Roman Rulers of Britain

In 288 Carausius, with the help of some pirates, seized on the government of Britain and threw off the authority of the Emperor. He was succeeded by Allectus, yet neither Carausius nor Allectus thought of making himself the head of a British nation. They called themselves Emperors and ruled over Britain alone, merely because they could not get more to rule over.

Allectus was overthrown and slain by Constantius, who, however, did not rule, as Carausius and Allectus had done, by mere right of military superiority.
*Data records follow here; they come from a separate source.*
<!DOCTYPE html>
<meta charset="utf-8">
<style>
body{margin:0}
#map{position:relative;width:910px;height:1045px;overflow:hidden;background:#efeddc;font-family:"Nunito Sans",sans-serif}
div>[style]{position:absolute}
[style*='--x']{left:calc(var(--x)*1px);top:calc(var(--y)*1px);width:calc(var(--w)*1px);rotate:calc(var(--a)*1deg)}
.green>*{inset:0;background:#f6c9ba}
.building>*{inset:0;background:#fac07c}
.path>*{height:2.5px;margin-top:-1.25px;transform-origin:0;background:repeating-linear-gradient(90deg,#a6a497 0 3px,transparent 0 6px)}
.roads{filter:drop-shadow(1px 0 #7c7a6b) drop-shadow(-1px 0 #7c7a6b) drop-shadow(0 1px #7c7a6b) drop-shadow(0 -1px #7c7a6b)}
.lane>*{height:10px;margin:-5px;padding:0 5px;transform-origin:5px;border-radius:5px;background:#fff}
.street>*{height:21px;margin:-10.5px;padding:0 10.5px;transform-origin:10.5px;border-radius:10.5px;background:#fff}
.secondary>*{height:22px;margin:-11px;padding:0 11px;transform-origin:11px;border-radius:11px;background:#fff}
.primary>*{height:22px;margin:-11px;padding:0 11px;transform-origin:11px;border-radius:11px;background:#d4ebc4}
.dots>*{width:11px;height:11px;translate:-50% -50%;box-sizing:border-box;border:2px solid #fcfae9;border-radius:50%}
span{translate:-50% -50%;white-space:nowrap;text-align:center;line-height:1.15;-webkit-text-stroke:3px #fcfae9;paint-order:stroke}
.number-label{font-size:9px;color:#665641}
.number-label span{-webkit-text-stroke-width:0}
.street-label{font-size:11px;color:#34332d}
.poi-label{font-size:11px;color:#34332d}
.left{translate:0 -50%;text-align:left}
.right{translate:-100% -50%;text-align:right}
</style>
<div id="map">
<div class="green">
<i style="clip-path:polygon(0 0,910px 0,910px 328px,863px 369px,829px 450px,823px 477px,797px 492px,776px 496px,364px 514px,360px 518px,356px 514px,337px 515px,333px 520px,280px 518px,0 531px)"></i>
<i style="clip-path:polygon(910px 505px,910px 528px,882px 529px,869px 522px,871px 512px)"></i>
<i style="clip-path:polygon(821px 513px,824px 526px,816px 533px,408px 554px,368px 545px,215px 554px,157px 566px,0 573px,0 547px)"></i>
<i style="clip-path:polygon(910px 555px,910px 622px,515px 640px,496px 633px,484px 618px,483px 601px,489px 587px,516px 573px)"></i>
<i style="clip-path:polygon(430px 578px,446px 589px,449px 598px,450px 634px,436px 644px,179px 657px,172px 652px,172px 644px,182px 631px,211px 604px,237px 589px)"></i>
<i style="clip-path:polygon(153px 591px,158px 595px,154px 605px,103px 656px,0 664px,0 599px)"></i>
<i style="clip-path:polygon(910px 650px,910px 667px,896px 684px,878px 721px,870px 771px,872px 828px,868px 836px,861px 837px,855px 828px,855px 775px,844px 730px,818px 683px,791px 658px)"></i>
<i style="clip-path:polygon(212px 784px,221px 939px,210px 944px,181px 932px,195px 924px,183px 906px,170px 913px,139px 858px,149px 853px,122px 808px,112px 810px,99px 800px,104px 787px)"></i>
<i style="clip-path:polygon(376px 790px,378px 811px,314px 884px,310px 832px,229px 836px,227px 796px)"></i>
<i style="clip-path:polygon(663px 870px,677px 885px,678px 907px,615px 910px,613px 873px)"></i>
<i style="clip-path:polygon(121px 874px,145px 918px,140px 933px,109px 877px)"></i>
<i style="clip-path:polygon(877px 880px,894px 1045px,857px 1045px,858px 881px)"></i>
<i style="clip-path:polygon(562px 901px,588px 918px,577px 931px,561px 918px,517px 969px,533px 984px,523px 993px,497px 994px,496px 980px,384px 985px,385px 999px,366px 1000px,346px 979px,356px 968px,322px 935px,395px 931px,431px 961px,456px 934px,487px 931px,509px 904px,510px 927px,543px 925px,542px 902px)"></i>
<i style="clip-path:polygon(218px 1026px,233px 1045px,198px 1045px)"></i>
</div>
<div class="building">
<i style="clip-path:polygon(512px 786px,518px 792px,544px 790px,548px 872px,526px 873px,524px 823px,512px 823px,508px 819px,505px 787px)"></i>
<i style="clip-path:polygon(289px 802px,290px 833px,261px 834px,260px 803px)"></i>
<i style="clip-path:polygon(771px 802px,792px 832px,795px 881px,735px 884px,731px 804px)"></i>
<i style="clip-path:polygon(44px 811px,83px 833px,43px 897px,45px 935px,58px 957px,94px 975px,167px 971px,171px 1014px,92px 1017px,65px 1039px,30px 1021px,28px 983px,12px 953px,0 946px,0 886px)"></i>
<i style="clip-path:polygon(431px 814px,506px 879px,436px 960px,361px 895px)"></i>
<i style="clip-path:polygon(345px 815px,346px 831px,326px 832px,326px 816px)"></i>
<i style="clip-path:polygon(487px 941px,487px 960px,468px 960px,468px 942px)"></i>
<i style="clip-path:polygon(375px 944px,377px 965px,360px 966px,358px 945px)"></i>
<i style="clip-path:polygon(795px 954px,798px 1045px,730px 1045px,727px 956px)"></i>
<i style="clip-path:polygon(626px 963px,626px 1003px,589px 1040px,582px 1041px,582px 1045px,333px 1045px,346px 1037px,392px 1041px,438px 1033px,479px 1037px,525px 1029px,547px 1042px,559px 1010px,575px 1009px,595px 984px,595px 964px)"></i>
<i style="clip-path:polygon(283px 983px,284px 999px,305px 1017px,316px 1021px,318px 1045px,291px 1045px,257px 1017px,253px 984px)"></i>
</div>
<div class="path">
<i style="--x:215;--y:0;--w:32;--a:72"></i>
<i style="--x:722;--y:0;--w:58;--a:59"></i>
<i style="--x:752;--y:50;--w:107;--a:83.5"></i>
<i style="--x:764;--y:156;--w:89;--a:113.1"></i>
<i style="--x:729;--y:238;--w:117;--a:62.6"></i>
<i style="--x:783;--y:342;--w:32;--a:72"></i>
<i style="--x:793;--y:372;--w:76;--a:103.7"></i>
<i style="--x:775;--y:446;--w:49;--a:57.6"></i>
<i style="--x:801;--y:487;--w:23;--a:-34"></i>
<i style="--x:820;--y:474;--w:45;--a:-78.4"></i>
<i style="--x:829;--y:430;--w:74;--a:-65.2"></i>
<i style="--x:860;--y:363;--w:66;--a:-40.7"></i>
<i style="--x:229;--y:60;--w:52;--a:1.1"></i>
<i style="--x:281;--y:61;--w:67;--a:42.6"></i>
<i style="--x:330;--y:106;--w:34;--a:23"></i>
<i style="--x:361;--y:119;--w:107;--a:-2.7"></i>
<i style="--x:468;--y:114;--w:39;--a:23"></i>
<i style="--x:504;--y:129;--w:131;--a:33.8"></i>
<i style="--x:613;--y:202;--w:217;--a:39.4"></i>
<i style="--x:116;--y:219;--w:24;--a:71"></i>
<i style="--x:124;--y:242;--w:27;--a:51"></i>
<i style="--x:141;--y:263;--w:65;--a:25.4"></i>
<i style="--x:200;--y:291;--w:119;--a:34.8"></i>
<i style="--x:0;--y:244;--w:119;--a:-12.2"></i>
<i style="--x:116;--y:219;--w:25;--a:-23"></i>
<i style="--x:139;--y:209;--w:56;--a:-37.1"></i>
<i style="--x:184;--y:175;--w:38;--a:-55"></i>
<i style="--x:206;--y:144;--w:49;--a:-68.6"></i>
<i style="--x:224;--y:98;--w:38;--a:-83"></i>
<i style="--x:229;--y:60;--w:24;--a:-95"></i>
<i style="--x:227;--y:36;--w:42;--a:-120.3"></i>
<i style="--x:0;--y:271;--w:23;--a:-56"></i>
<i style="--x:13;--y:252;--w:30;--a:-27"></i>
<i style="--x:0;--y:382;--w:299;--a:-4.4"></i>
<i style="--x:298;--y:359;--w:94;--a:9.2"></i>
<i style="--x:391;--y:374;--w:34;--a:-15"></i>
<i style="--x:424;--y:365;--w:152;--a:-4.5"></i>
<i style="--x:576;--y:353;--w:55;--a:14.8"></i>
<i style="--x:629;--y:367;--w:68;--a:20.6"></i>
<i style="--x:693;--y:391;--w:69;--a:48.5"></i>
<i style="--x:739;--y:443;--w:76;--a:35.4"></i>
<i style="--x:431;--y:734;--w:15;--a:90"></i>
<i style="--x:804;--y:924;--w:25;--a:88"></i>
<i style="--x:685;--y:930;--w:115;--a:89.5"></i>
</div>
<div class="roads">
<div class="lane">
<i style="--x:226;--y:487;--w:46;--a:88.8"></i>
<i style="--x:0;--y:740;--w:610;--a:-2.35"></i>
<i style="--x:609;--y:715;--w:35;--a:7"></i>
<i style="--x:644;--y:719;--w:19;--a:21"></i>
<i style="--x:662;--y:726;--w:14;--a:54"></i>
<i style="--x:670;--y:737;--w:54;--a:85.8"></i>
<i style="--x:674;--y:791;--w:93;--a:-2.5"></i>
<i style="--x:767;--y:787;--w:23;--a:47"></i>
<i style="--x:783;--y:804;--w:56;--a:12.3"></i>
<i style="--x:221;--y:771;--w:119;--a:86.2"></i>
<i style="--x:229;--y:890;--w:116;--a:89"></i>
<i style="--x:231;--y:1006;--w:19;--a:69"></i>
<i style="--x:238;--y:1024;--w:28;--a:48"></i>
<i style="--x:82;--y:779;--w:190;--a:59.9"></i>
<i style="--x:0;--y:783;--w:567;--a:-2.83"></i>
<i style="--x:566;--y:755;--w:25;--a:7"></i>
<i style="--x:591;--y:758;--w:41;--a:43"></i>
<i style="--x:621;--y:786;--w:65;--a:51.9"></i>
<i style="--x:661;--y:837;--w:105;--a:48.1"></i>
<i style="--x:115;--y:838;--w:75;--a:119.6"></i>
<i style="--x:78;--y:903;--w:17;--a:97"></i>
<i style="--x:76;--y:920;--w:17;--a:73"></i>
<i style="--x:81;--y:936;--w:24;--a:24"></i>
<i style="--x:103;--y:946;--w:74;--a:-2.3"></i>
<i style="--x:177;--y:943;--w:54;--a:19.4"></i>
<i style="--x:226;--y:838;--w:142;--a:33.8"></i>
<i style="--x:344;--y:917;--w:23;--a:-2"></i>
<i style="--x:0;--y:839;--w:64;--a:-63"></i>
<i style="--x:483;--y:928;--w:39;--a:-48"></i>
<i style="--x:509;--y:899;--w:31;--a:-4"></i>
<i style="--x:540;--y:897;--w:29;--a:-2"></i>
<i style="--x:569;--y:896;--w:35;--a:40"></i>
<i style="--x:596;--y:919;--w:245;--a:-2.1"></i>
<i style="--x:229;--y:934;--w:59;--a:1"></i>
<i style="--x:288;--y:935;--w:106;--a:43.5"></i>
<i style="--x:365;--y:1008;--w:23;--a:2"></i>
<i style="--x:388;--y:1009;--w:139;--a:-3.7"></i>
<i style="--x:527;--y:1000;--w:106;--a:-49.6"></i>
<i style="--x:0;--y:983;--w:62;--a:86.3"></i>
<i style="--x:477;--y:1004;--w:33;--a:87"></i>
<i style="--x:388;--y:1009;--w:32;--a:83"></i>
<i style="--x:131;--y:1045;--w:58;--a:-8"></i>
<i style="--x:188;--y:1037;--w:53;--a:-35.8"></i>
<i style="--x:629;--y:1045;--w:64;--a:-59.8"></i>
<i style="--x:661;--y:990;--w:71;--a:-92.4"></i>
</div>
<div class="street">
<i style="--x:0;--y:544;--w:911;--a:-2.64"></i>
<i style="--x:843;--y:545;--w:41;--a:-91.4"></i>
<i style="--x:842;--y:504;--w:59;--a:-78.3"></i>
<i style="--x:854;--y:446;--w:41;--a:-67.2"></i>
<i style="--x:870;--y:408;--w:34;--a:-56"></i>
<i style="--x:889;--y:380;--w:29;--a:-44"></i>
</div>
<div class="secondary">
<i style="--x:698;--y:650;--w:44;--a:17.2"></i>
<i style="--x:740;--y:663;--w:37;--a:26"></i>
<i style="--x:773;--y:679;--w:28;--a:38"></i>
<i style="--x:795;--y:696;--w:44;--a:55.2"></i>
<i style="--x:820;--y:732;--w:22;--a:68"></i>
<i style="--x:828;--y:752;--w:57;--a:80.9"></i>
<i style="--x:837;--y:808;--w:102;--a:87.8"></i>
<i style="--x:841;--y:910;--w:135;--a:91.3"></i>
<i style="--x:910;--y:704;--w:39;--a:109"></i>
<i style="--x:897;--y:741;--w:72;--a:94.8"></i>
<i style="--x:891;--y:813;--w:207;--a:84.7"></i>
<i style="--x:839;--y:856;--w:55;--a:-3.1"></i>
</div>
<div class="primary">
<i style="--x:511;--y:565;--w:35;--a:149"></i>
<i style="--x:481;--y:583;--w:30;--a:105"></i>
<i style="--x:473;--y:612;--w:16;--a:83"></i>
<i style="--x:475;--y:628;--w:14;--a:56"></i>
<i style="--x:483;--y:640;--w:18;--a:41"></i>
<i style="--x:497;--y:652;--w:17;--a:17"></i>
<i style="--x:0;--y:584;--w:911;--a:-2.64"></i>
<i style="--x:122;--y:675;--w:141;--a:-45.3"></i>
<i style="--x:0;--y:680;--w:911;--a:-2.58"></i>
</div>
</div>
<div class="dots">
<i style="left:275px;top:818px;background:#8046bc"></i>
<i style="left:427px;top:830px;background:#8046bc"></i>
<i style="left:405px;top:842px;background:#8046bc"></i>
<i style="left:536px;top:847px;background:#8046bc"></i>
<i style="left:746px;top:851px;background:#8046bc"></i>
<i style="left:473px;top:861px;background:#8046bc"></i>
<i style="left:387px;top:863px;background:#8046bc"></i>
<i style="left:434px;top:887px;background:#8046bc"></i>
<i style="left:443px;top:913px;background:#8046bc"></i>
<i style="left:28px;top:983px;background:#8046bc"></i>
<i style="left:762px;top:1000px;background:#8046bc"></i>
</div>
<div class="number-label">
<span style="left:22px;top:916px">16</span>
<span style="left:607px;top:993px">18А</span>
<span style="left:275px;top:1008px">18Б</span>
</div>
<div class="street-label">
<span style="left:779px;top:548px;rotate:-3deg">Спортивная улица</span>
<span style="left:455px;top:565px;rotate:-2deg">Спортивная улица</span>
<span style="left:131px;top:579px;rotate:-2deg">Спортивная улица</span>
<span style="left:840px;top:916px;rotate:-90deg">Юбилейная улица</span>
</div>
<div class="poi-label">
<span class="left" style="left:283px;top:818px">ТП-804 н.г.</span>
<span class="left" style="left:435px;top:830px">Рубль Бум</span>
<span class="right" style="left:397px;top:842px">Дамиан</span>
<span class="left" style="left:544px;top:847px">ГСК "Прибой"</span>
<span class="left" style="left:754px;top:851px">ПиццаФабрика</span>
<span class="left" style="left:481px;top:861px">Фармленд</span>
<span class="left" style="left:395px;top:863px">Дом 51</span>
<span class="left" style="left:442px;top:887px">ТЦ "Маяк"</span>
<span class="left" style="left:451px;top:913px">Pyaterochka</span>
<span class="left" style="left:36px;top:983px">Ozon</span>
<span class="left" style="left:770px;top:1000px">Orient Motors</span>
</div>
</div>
The Emperor Diocletian (285—305) discovered that the whole Empire, stretching from the Euphrates to the Atlantic, was too extensive for one man to govern, and he therefore decreed that there should in future be four governors, two principal ones named Emperors (Augusti), and two subordinate ones named Cæsars. Constantius was first a Cæsar and afterwards an Emperor. He was set to govern Spain, Gaul, and Britain, but he afterwards became Emperor himself, and for some time established himself at Eboracum (York). Upon his death (306), his son Constantine, after much fighting, made himself sole Emperor (325), overthrowing the system of Diocletian. Yet in one respect he kept up Diocletian's arrangements. He placed Spain, Gaul, and Britain together under a great officer called a Vicar, who received orders from himself and who gave orders to the officers who governed each of the three countries. Under the new system, as under the old, Britain was not treated as an independent country. It had still to look for protection to an officer who lived on the Continent, and was therefore apt to be more interested in Gaul and Spain than he was in Britain.